Whatever the case, she had taken to training Daisy in a multitude of non-combat skills over the past several months, leaving the martial ways to Tamara and the others.
Aside from Tamara, there was just one other person who could likely give her a run for her money sparring. But whatever terms Daisy had come to with her ex’s not-entirely-organic status, she just couldn’t bring herself to engage in that much physical contact with him.
It was really Vince’s AI-enhanced brain that freaked her out the most. She could
n’t help wondering, was it the man or the machine she had thought she was in love with? Add to that her deep-seated dislike of mechanicals in general, and it was a recipe for heartache, but no matter what she rationalized with her mind, it still hurt a little bit every time he was near.

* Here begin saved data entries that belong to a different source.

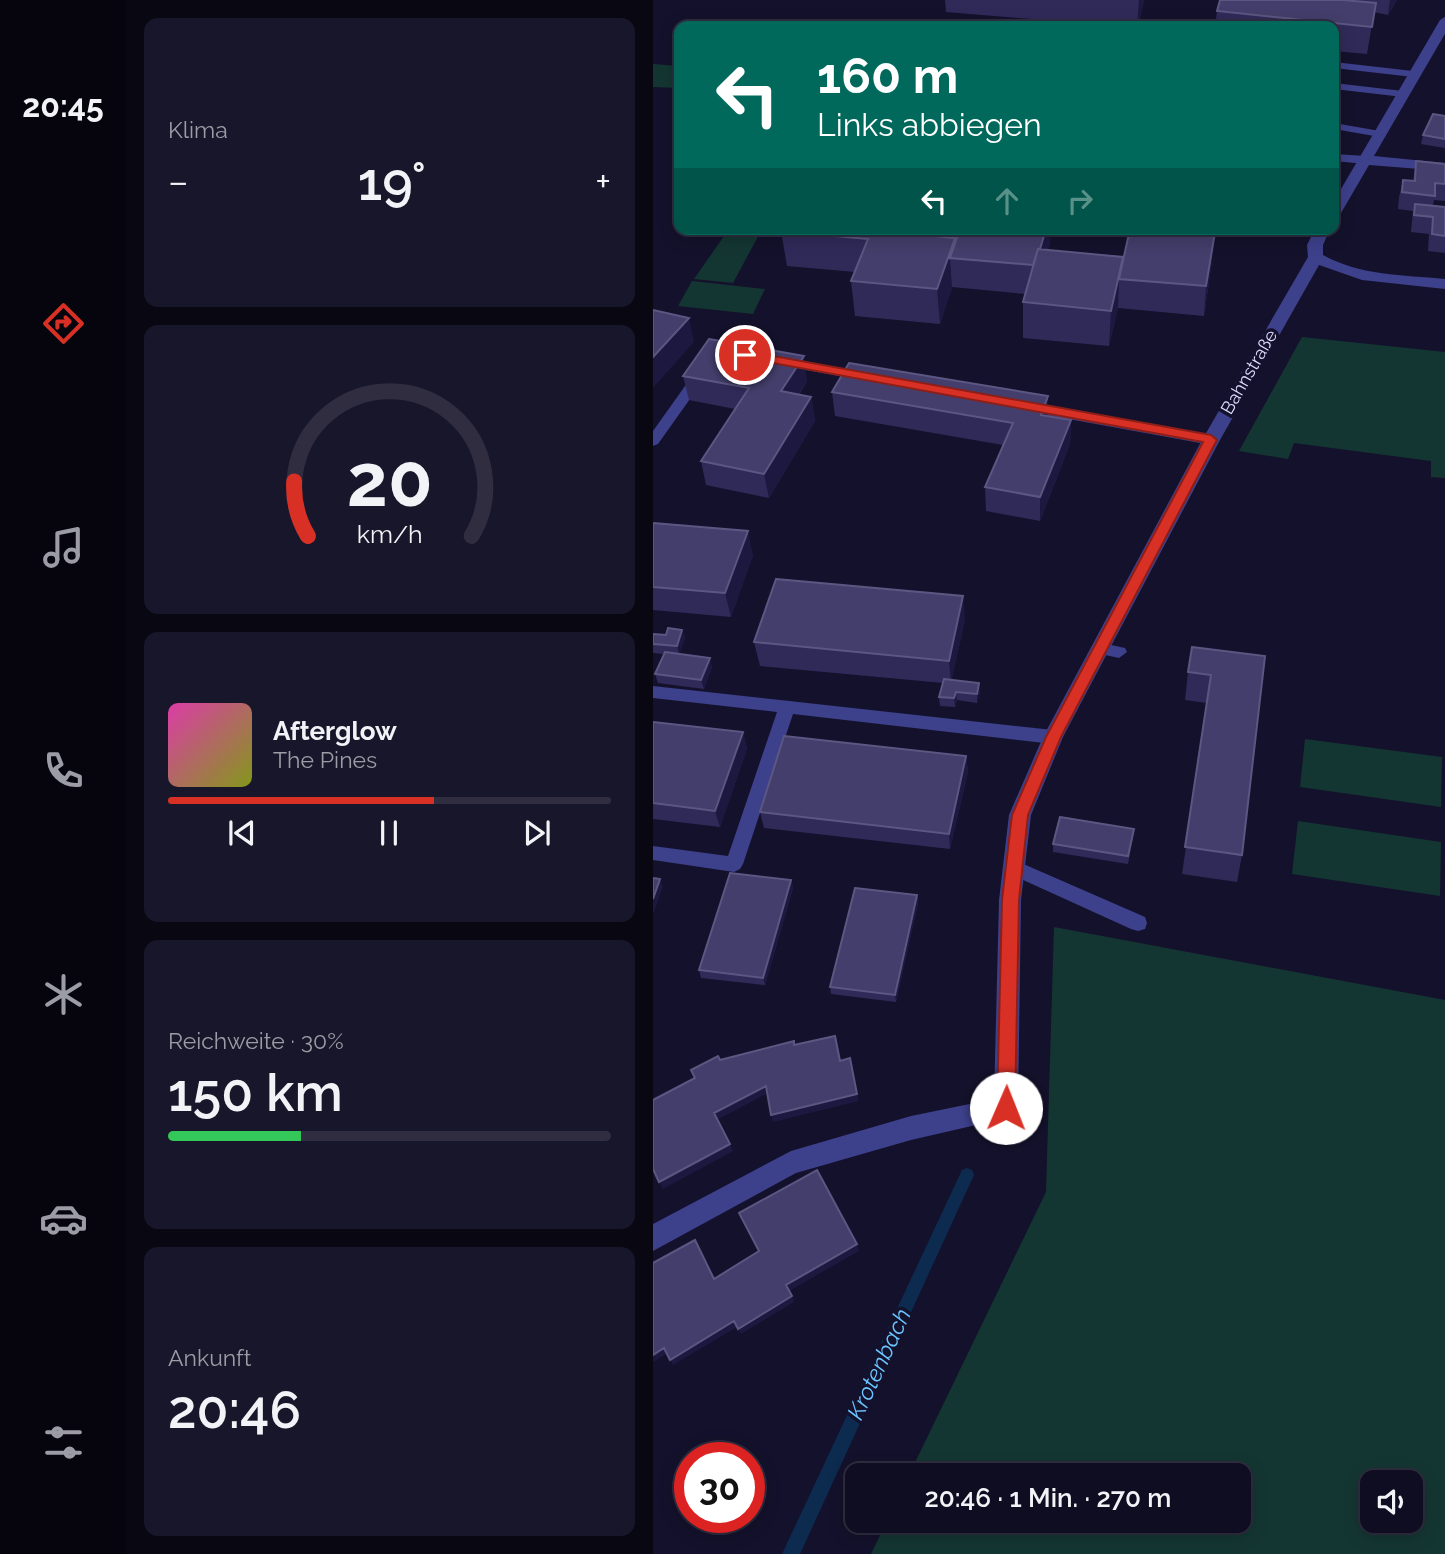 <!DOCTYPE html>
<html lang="de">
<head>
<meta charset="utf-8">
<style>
  body { margin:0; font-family:Raleway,sans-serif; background:#18162a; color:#f1f3f6; height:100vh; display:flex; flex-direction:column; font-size:26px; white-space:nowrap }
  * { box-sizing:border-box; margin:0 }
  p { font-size:23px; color:#9b9ca5 }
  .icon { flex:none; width:38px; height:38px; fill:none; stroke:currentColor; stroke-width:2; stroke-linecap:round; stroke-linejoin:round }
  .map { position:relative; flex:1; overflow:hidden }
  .drawer { display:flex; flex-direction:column; gap:18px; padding:18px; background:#080712; width:527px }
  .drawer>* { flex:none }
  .top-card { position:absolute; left:21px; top:21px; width:665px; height:214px; border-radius:14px; box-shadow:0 4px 18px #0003,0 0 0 2px #2f2d3f; background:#00695c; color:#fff; overflow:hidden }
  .fabs { position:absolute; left:707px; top:1470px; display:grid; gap:14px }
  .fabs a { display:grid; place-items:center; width:63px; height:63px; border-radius:14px; background:#0f0d21; box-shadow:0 4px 18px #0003,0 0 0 2px #2f2d3f; font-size:35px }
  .speed { position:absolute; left:21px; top:1442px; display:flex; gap:14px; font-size:35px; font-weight:700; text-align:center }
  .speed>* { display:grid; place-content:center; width:91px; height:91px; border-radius:50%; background:#0f0d21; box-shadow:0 4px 18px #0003,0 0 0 2px #2f2d3f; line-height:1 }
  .speed .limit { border:10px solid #d22; background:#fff; color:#111 }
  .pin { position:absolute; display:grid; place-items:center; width:60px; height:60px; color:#fff; margin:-30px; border:4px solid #fff; border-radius:50%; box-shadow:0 2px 7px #0007 }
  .me { position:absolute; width:77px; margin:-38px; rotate:1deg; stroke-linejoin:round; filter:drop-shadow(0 0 5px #0008) }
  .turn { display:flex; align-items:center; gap:24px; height:147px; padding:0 28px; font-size:32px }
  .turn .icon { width:91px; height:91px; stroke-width:2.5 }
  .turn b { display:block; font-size:49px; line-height:60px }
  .lanes { display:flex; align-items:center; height:66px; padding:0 28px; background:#0003; justify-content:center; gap:35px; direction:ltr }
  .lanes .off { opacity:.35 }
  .big { font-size:52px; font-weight:600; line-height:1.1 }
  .drawer .card { flex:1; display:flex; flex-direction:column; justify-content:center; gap:10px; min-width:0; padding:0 24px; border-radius:14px; background:#18162a }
  .drawer .dial { align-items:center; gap:0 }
  .dial svg { height:182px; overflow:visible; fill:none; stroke:#2f2d3f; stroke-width:7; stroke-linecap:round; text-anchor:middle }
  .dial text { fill:#f1f3f6; stroke:none }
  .song { display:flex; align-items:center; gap:21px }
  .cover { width:84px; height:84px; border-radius:10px; background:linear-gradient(135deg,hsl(320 70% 55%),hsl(70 70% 35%)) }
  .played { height:7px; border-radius:4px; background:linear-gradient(90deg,#d93025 60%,#2f2d3f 60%) }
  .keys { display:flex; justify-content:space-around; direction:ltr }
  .heat { display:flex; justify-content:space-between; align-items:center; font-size:38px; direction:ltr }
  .charge { height:10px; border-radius:5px; background:linear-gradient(90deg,#34c759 30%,#2f2d3f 0) }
  .trip { position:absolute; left:192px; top:1463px; width:406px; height:70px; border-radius:14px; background:#0f0d21; box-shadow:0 4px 18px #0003,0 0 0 2px #2f2d3f; font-weight:600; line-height:70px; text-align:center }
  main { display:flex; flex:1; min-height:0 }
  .menu { display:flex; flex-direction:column; width:126px; justify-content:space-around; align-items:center; background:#06050d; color:#9b9ca5 }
  .menu .icon { width:49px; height:49px }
  .menu .on { color:#d93025 }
  .menu b { font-size:32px; color:#f1f3f6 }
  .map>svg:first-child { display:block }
</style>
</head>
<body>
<main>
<nav class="menu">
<b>20:45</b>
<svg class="icon on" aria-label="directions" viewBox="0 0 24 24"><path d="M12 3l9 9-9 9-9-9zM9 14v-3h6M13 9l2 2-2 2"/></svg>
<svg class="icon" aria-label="music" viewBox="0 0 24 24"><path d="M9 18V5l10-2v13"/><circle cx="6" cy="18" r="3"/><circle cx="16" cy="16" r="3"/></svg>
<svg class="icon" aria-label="phone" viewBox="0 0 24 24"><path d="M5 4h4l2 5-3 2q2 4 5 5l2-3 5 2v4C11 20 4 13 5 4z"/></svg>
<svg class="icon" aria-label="climate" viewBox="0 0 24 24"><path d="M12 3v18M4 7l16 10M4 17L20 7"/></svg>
<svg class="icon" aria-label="car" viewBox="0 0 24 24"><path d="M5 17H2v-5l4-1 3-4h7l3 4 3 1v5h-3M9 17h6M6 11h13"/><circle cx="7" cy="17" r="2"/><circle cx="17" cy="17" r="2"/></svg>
<svg class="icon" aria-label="filters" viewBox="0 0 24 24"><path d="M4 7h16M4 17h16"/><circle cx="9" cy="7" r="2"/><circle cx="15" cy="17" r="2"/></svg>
</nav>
<section class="drawer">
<div class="card"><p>Klima</p>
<div class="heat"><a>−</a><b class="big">19°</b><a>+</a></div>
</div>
<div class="card dial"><svg viewBox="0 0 100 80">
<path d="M14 69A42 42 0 1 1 86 69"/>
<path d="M14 69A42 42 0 0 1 8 45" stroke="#d93025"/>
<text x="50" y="56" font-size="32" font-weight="700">20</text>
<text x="50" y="72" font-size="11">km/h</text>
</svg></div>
<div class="card">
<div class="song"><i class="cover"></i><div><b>Afterglow</b><p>The Pines</p></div></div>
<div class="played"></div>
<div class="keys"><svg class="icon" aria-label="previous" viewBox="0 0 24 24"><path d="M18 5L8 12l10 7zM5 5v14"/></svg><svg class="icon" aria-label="pause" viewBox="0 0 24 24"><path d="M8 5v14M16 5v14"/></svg><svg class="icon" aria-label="next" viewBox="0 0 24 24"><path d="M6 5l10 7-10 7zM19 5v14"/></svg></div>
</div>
<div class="card"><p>Reichweite · 30%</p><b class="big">150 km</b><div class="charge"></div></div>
<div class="card"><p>Ankunft</p><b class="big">20:46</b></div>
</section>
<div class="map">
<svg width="793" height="1554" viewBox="0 0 793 1554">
  <rect width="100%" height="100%" fill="#14112c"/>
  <!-- green -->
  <path fill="#143632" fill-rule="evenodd" d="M 0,64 L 26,66 L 26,88 L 0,87 Z
    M 76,229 L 109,229 L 80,283 L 41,279 Z
    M 39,281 L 112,289 L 100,314 L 25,306 Z
    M 649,337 L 792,352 L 792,478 L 778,477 L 778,461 L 641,443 L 635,459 L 586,451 Z
    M 652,739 L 789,757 L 788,807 L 647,787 Z
    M 645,821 L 788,842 L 787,896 L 639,874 Z
    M 401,927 L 792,1000 L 792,1554 L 218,1554 L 234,1521 L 586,1521 L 586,1475 L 256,1475 L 393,1192 ZM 719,1482 L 758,1482 L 758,1521 L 719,1521 Z"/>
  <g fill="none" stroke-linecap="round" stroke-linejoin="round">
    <!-- stream -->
    <path fill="#0d2a4f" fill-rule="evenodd" d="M 314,1168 L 319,1170 L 321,1175 L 147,1554 L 129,1554 L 309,1170 Z"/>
    <!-- lane -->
    <path fill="#3d408b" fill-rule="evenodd" d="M 681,62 L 760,71 L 766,74 L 760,77 L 681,68 Z
      M 681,83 L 750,91 L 756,94 L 750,97 L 681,89 Z
      M 681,123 L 727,131 L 733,134 L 727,137 L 681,129 Z
      M 681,154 L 713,156 L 719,160 L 713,164 L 681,161 Z
      M 131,358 L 213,373 L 220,377 L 213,381 L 126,365 L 126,359 Z
      M 47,371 L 54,375 L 5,444 L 0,446 L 0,431 L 42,372 Z
      M 371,403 L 558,435 L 565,440 L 558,445 L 366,410 L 366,404 Z
      M 449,643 L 472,648 L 474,652 L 466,658 L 443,653 L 441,649 L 443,645 Z
      M 0,686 L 400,730 L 409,737 L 400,744 L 140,714 L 90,864 L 87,869 L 81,872 L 0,860 L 0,846 L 75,856 L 124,712 L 0,698 Z
      M 361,860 L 492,917 L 494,923 L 492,929 L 485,931 L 478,929 L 355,873 L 352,868 L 355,863 Z"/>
    <!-- street -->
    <path fill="#3d408b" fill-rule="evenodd" d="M 793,16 L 793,32 L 721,156 L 793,163 L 793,171 L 716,165 L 688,213 L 681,217 L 681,201 L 787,20 Z
      M 662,229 L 677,229 L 670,245 L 670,255 C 708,276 750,275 793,279 L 793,289 L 709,280 L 666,265 L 567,440 L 410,737 L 378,815 L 368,900 L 365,1108 L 362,1116 L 258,1140 L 143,1173 L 0,1251 L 0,1224 L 138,1151 L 258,1116 L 341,1099 L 346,900 L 356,815 L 390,737 L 549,440 L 655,257 L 654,245 Z"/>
  </g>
  <!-- wall -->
  <path fill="#302a59" d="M 292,0 L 491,0 L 485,26 L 462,26 L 293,12 Z
    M 567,0 L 744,0 L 735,15 L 721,12 L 714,54 L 681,51 L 681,26 L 562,26 L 564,11 Z
    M 792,116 L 792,148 L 768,144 L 770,135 Z
    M 763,161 L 792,164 L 792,201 L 781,200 L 780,205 L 792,207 L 792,253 L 775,251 L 776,234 L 758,232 L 760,211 L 745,209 L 746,197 L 750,180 L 760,181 Z
    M 237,229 L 236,232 L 302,238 L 302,243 L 397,229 L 397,244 L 395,250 L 470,257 L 559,261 L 551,316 L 465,308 L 456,346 L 370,338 L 370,302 L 372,294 L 299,287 L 287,324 L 202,316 L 198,281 L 202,272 L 134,266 L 128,231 Z
    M 30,376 L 154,381 L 146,395 L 158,397 L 162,421 L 116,498 L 53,485 L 48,461 L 82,409 L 36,400 Z
    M 179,392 L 395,396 L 395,416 L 418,420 L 417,444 L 387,521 L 333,511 L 332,487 L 350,445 L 182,416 Z
    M 0,523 L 100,555 L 78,617 L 0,610 Z
    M 312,620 L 298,680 L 326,683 L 327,692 L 324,703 L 304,700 L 302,707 L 287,706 L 286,697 L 290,683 L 107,666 L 101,642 Z
    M 29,630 L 32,638 L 26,654 L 59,667 L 51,689 L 5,683 L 2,674 L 11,654 L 0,653 L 0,634 L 13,635 Z
    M 612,656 L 589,855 L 584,882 L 529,874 L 554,703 L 532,700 L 535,672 Z
    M 0,722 L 90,732 L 94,749 L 67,827 L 0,819 Z
    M 313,756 L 315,772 L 297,849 L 111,828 L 107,812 Z
    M 480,837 L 475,864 L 400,852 L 400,844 Z
    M 138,880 L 140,888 L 112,985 L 48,978 L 46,970 Z
    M 264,895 L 265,903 L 243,1002 L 178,994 L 177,987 Z"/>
  <!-- shaded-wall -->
  <path fill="#1d1840" d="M 486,0 L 491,0 L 491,4 L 484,26 Z
    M 737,0 L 744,0 L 735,15 Z
    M 219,229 L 237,229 L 222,265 Z
    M 393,229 L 397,229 L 397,244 L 382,295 L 382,266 Z
    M 562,232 L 559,261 L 551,316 L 553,286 Z
    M 302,238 L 303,258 L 297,258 L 299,287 L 287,324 L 284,289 Z
    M 470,257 L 466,279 L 465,308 L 456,346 L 458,311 Z
    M 36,318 L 41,342 L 0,388 L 0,357 Z
    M 151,356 L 154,381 L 133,415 L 128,391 Z
    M 395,396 L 395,420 L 388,415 Z
    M 158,397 L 162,421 L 116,498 L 111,474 Z
    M 418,420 L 417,444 L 387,521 L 387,497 Z
    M 95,531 L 100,555 L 78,617 L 72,593 Z
    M 310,596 L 312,620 L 298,684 L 296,661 Z
    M 29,630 L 32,638 L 26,655 L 24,646 Z
    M 57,658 L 59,667 L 51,689 L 48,680 Z
    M 326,683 L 327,692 L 324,703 L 324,694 Z
    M 303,692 L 304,700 L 302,707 L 301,698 Z
    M 90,732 L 94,749 L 67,827 L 62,811 Z
    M 313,756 L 315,772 L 297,849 L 296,834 Z
    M 7,879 L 10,887 L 0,915 L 0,899 Z
    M 138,880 L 140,888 L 112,985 L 110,978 Z
    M 264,895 L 265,903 L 243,1002 L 242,995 Z
    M 113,1086 L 115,1093 L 64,1120 L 61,1113 Z
    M 204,1094 L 206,1101 L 120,1122 L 118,1115 Z
    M 77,1144 L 80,1151 L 10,1189 L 6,1182 Z
    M 204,1244 L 206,1251 L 136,1291 L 133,1285 Z
    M 139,1296 L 141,1302 L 88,1334 L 85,1329 Z
    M 81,1321 L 84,1327 L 20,1365 L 17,1360 Z
    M 11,1348 L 15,1353 L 0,1362 L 0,1355 Z"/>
  <!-- building -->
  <path fill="#433e6b" stroke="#5b5782" stroke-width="2" d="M 567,0 L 690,0 L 723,3 L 719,27 L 564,11 Z
    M 780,114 L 792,116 L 792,139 L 770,135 Z
    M 763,161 L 792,164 L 792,184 L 782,183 L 782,196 L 749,192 L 750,180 L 762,181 Z
    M 762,204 L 792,207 L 792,236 L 779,234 L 780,217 L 761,215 Z
    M 129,229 L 219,229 L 219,230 L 302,238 L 284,289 L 198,281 L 215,239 L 128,231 Z
    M 307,229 L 393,229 L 387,249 L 385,249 L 380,265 L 297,258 Z
    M 477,229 L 528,229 L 562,232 L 553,286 L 466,279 Z
    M 385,249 L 470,257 L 458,311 L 370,302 Z
    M 0,310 L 36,318 L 0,357 Z
    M 56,339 L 151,356 L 128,391 L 158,397 L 111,474 L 48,461 L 96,388 L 30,376 Z
    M 196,363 L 395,396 L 388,415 L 418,420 L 387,497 L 332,487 L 360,423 L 179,392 Z
    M 0,523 L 95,531 L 72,593 L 0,587 Z
    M 123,579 L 310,596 L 296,661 L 101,642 Z
    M 15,628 L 29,630 L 24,646 L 0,644 L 0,634 L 13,635 Z
    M 539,647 L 612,656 L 589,855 L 532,847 L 558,675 L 535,672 Z
    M 12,652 L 57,658 L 48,680 L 2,674 Z
    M 291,679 L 326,683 L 324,694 L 303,692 L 301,698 L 286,697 Z
    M 0,722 L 90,732 L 62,811 L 0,803 Z
    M 131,736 L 313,756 L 296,834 L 107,812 Z
    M 407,817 L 481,829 L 475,856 L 400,844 Z
    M 77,873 L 138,880 L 110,978 L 46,970 Z
    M 0,878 L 7,879 L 0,899 Z
    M 202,888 L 264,895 L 242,995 L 177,987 Z
    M 182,1036 L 187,1061 L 197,1058 L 204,1094 L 118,1115 L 113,1086 L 61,1113 L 77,1144 L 6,1182 L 0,1169 L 0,1100 L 42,1078 L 38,1070 L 65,1056 L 67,1060 L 141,1041 L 141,1045 Z
    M 164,1170 L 204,1244 L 133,1285 L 139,1296 L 85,1329 L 81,1321 L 17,1360 L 11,1348 L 0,1355 L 0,1263 L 42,1240 L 61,1279 L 106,1251 L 86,1213 Z"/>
  <!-- route -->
  <path fill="#d93025" stroke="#8d1f18" stroke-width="2" d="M 92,351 L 558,435 L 564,440 L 408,737 L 375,815 L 366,900 L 362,1108 L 360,1114 L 353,1116 L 346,1114 L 344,1108 L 349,900 L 359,815 L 393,737 L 550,442 L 87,357 L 85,355 Z"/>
  <g text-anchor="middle" stroke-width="7" stroke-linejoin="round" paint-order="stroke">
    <!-- street labels -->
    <g font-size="18" fill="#deddff" stroke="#14112c">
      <text transform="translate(596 372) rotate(-60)" y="6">Bahnstraße</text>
    </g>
    <!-- near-water labels -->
    <g font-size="23" font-style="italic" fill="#6bc6ff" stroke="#14112c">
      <text transform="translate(226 1364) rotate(-65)" y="8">Krotenbach</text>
    </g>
  </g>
</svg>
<div class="fabs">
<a><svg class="icon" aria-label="sound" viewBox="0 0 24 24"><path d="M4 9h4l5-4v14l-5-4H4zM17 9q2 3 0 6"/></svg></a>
</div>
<div class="speed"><div class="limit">30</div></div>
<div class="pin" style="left:92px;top:355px;background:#d93025"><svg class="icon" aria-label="arrive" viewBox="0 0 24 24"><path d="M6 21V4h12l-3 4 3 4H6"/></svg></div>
<svg class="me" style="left:353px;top:1108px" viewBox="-20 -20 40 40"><circle r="19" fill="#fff"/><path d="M0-13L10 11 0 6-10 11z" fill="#d93025"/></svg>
<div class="trip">20:46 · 1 Min. · 270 m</div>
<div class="top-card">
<div class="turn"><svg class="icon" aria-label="left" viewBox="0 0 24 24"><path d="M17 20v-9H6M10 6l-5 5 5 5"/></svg><div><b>160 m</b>Links abbiegen</div></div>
<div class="lanes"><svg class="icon" aria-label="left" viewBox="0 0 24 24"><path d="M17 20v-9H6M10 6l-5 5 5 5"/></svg><svg class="icon off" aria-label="ahead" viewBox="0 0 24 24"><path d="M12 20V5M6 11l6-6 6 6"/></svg><svg class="icon off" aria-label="right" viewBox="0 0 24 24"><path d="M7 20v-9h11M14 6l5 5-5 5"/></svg></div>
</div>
</div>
</main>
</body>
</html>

So, while Daisy and Vince may have finally re-established something of a cautious friendship once more, she still refused to spar with him. It was a big step on its own that they had recently begun revisiting their old habit of watching select gems from Captain Harkaway’s video collection, and even that was still a bit awkward. Unlike in the past, and despite the visceral urges that sometimes flared up––in defiance of Daisy’s logical mind––they no longer curled up against one another as they once had while they watched the videos.
Except for rare incidental contact, they essentially never touched at all, but at least they could watch programs together and enjoy each other’s company, however unconventional the situation may have become.
Nice of Harkaway to have loaded all those old videos, she mused.
Once she knew how old they all really were, Daisy had realized that each and every one of the captain’s cherished movies and television programs, stored away on all those memory chips, was technically a classic. The last remnants of a planet long-dead.
Good thing I didn’t get hooked on a show with a cliffhanger, she thought with a grim chuckle. With the end of the human race, the next season would be a long time coming.
Chapter Four
The mess hall was empty when Daisy entered. In what was a rare occurrence, the sound of Finn’s knives slapping against the cutting board did not fill the air.
It was actually a bit refreshing, cooking for herself in silence, and was something she wished she found time to do more often.
Time wasn’t exactly the issue. More like a lingering sense of discomfort around the base personnel. The same personnel who were almost always filtering in and out of the mess hall. Everyone was great to her, that wasn’t an issue. They treated her well––even better than that––but the lingering gazes as they watched her go about her day could be exhausting.